As the economy expanded, Tubman secured revenue for the government to build and modernize infrastructure: Monrovia’s streets were paved, a public sanitation system was established, hospitals were built,[8] And in 1948 a literacy program was started. During Tubman’s administration, several thousand kilometers of roads were built, as well as a railway line connecting iron mines to the coast to transport this commodity for export.[23] During this period, he turned the port of Monrovia into a free port to encourage trade.

In the early 1960s, Liberia began to enjoy its first era of prosperity, thanks in part to the implementation of Tubman’s policies and development. It was during this time that Tubman came to be regarded as a pro-Western, stabilizing influence in West Africa at a time when other countries were gaining independence – often amidst violence. During the 1960s, several Western politicians, notably US President Lyndon B. Johnson welcomes Tubman.
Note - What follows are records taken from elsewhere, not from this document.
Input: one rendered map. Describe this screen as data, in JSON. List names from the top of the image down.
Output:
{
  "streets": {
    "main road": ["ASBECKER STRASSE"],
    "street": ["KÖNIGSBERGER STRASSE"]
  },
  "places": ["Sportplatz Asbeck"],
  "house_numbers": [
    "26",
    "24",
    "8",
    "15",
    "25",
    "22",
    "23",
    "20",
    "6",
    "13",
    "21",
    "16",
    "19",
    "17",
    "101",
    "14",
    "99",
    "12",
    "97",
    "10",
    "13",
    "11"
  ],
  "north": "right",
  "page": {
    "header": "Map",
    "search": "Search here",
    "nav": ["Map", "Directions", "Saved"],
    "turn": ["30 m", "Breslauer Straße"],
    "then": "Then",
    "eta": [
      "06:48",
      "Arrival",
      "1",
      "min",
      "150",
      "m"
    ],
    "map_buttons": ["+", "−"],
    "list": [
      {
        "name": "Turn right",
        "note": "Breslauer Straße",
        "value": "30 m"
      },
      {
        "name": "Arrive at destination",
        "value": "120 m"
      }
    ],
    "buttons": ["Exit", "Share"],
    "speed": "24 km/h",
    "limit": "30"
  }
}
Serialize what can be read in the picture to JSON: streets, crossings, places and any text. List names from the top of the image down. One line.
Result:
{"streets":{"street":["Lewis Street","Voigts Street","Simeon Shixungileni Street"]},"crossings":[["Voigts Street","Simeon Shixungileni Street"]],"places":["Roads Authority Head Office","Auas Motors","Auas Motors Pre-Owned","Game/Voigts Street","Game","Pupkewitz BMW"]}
In the past, much of Liberia’s production depended on rubber. But with Tubman modernizing the state’s infrastructure, Liberia began to harness its other national resources. Several American-Liberian nationalities, German and Swedish companies became involved in the exploitation of the iron mines—making Liberia the first source of iron in Africa and the fourth worldwide. Tubman wanted to diversify the economy, instead relying on rubber and iron resources, which accounted for 90% of the country’s exports. He encouraged the development of coffee plantations, oil palm, sugarcane, and especially rice cultivation in 1966 (with the help of Taiwan).

In her personal life, Tubman courted Amy Ashwood Garvey, and had a long-term relationship with her.

heritage

Tubman is known for her policies of national integration and economic openness. He tried to reconcile the interests of the native tribes with those of the American-Liberian elite and increased foreign investment in Liberia to encourage economic development.

During the 1950s, Liberia had the second highest rate of economic growth in the world. By the time of his death in 1971, Liberia had the world’s largest merchant fleet, the world’s largest rubber industry, the world’s third largest exporter of iron ore, and attracted foreign investment of over US$1 billion. was.

Tubman died in a London clinic at the age of 75, following post-operative complications from prostate surgery.[28] He was succeeded by his longtime vice president, William Tolbert. Political discontent grew after Tubman’s autocratic rule, and new groups wanted a share of the country’s success. The dominance of the True Whig Party was overthrown in 1980 by the People’s Redemption Council, a group of soldiers led by Samuel Doe. The ensuing civil wars and violence destroyed the economic prosperity of Liberia’s Golden Age.